Deveria estar ali por hábito. Mas parecia que eu estava sentado no lugar errado… na vida errada.

Uma mulher se aproximou, ela deveria ser nova aqui. Era alta, loira, com um olhar predatório. Ela sorriu daquela forma típica e que sempre funcionou antes.

— Oi, lindo — falou, encostando o corpo no balcão ao meu lado. — É novo por aqui?.

Respirei fundo, tentando reconectar com aquela energia, com o “eu” antigo.

— Tô… ocupado — respondi, levando o copo aos lábios.

Ela passou o dedo pelo meu braço, devagar, provocante.

— Ocupado… ou com alguém?

“Eu queria”, pensei na hora.

Mas não falei nada.

Eu fechei os olhos por um segundo e aquilo me destruiu.

— Lindo… — a loira chamou, mais baixa, mais íntima. — Se quiser, posso te ajudar a relaxar hoje.

Olhei pra ela.

Era bonita, segura, experiente e exatamente o tipo de mulher que, meses atrás, eu levaria para uma sala privada sem pensar duas vezes.

Mas tudo o que eu sentia era um vazio enorme, como um eco dentro do peito.

— Não hoje — eu disse.

Ela arqueou a sobrancelha, surpresa.

— Tem certeza?

— Você está fugindo de alguém? — sussurrou, olhos fixos nos meus.

— De mim mesmo, talvez.

Ela sorriu como quem encontra uma porta aberta.

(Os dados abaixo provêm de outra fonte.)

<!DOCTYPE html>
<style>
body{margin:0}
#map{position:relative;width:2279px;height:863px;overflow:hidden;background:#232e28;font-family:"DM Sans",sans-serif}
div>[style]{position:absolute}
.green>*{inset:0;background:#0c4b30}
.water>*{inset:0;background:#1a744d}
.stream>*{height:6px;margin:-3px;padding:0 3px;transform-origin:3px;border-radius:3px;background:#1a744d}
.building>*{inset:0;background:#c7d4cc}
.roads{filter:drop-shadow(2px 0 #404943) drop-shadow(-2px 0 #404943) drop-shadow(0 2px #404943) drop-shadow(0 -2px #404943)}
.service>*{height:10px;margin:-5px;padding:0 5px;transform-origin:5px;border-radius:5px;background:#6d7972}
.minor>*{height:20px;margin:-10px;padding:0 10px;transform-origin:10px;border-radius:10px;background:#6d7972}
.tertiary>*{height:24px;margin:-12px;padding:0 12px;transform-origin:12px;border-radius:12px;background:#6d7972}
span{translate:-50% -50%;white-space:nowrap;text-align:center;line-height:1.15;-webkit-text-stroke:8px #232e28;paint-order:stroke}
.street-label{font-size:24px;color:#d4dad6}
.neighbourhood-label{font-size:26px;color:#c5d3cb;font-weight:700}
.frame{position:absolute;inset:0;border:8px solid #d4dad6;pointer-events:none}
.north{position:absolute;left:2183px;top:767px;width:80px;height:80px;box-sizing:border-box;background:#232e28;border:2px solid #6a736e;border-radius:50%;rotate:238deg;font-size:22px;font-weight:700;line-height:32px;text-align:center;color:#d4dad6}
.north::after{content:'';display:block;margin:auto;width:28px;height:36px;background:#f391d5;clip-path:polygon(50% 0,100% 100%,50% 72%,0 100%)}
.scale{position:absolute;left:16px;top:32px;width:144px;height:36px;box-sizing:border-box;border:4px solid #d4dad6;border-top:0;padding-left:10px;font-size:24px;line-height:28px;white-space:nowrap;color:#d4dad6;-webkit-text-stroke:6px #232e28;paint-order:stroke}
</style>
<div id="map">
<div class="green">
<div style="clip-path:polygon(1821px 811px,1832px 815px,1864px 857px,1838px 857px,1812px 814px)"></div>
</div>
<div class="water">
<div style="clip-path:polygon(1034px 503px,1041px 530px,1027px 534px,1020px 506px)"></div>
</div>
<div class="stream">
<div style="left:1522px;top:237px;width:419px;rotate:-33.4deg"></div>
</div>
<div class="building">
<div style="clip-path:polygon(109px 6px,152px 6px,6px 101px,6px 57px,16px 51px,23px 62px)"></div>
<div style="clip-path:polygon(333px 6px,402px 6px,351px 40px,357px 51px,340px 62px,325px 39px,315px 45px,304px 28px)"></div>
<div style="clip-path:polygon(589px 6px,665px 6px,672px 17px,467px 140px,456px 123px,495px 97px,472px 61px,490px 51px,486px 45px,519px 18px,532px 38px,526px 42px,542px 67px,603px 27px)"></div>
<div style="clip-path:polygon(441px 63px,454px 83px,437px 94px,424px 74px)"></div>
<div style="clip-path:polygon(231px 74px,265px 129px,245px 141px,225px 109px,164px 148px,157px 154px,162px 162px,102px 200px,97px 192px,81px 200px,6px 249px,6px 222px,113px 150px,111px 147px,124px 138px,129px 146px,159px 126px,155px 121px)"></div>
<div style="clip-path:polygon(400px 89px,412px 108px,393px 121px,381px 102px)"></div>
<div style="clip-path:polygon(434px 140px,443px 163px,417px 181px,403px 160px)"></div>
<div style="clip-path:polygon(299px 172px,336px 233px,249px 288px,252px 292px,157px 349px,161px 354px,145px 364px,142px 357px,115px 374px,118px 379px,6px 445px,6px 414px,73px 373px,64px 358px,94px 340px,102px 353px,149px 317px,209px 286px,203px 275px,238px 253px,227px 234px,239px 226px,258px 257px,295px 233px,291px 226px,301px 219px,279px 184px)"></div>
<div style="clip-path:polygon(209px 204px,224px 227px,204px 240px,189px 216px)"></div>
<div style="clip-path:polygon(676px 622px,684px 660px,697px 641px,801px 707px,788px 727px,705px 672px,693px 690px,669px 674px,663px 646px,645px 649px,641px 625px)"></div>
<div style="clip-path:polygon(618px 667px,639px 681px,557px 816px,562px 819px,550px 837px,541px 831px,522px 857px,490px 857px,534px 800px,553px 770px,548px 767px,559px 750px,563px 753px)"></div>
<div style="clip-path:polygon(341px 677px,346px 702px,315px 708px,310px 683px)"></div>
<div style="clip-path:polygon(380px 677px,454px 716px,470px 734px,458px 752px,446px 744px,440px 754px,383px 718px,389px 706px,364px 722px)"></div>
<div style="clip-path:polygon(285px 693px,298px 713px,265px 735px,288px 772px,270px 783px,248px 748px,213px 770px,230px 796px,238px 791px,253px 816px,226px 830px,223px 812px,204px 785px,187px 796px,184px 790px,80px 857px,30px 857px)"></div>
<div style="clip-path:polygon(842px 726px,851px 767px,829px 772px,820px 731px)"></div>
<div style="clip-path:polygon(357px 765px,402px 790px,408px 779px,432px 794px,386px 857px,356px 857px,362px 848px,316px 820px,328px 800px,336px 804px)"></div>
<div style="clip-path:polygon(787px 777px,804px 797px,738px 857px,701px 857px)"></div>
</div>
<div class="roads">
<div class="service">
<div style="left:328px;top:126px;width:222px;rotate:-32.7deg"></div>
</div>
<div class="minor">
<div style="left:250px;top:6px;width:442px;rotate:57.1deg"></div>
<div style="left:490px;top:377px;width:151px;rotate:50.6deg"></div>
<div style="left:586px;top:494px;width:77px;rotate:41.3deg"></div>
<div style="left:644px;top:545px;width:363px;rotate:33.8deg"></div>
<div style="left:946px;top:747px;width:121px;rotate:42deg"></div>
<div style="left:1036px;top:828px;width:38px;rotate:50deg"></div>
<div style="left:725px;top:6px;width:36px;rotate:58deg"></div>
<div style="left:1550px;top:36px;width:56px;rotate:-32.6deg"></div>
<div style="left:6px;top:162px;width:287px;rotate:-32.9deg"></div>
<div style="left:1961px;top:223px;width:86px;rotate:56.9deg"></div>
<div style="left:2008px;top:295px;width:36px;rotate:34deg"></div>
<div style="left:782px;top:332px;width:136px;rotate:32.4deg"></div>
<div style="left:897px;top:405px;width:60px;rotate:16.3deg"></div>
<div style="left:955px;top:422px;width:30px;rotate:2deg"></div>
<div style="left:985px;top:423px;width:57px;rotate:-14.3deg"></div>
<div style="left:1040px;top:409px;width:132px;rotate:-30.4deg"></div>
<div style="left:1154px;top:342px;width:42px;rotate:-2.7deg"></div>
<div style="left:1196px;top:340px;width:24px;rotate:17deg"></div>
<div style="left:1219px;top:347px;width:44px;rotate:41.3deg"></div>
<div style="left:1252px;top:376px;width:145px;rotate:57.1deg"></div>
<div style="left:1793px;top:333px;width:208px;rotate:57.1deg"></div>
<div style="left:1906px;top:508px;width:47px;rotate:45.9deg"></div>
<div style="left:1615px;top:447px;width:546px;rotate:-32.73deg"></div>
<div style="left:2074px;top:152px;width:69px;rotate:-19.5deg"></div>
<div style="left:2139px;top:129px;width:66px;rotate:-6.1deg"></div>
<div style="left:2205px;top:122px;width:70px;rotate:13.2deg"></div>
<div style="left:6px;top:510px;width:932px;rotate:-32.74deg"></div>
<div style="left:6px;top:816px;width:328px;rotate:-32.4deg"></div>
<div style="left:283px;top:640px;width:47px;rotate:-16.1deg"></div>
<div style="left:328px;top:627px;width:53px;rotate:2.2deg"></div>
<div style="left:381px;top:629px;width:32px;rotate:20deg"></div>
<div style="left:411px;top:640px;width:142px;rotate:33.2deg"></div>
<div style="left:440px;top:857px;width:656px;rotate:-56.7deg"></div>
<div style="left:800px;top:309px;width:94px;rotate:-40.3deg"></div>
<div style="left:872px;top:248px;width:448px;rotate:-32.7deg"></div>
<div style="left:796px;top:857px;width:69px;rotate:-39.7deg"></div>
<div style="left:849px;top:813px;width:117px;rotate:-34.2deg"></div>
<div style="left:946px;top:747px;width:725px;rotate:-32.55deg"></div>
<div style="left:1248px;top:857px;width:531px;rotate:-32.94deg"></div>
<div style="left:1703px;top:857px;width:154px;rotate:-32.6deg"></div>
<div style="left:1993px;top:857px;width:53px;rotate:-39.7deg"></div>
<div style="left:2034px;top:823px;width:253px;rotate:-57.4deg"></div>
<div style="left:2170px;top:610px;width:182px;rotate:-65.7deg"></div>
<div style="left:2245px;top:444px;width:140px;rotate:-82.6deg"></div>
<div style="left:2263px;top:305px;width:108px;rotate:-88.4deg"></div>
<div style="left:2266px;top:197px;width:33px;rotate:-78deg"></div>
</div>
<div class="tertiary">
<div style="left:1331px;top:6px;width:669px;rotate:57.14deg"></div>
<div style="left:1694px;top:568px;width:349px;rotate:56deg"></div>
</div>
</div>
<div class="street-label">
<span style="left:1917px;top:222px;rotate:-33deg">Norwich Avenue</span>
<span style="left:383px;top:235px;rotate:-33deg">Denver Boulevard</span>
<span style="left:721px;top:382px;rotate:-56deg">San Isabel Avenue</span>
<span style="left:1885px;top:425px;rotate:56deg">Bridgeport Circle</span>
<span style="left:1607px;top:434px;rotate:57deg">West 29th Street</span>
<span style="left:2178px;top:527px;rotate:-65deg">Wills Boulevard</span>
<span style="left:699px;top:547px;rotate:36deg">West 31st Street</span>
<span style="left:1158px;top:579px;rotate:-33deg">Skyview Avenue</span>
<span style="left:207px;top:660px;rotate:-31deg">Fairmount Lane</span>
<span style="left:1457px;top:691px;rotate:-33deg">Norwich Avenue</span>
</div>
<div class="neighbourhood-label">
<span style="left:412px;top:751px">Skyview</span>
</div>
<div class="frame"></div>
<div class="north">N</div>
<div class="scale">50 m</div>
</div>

— Então deixa eu distrair você.

Tentei levantar, mas ela me empurrou de volta com um toque suave no peito.

— Calma. Não precisa ir… ainda.

Ela mordeu de leve o lábio inferior antes de se afastar e caminhar até o centro do quarto VIP.

As luzes diminuíram automaticamente. Sophia apertou um botão e a música mudou para algo mais lento, mais denso e provocante.

E então… ela começou a dançar.

Movimentos lentos, calculados. Os quadris se moviam no ritmo da música. As mãos percorriam o próprio corpo como se estivessem me convidando a seguir cada linha, cada curva. Apoiei os cotovelos nos joelhos, sentindo minha respiração pesar. Eu sabia que deveria ir embora. Meu peito gritava isso.

Mas a solidão… A raiva… A bebida…

Todas elas me seguravam ali.

Sophia se aproximou, deslizando entre minhas pernas como se aquele espaço sempre tivesse pertencido a ela e suas mãos pousaram nos meus ombros.

— Você é tão complicado, Rafael… — ela murmurou perto da minha boca. — Mas eu gosto disso.

Então ela me beijou, lento, quente, com gosto de vinho tinto e tentação. Hesitei por meio segundo. Só meio.

E então correspondi, segurando sua nuca, aprofundando o beijo como se eu pudesse silenciar tudo que me atormentava daquela forma.

— A noite é toda nossa.

Sophia disse, puxando minha camisa.

Levantei-a pela cintura, os corpos colidindo com urgência, e a joguei suavemente sobre a cama de lençóis escuros. Ela riu, surpresa e satisfeita, puxando-me para si.

As luzes diminuíram ainda mais, deixando apenas o brilho avermelhado recortando nossas sombras.

E então… deixei a luxúria do meu corpo fazer algo que mais tarde, saberia que me arrependeria.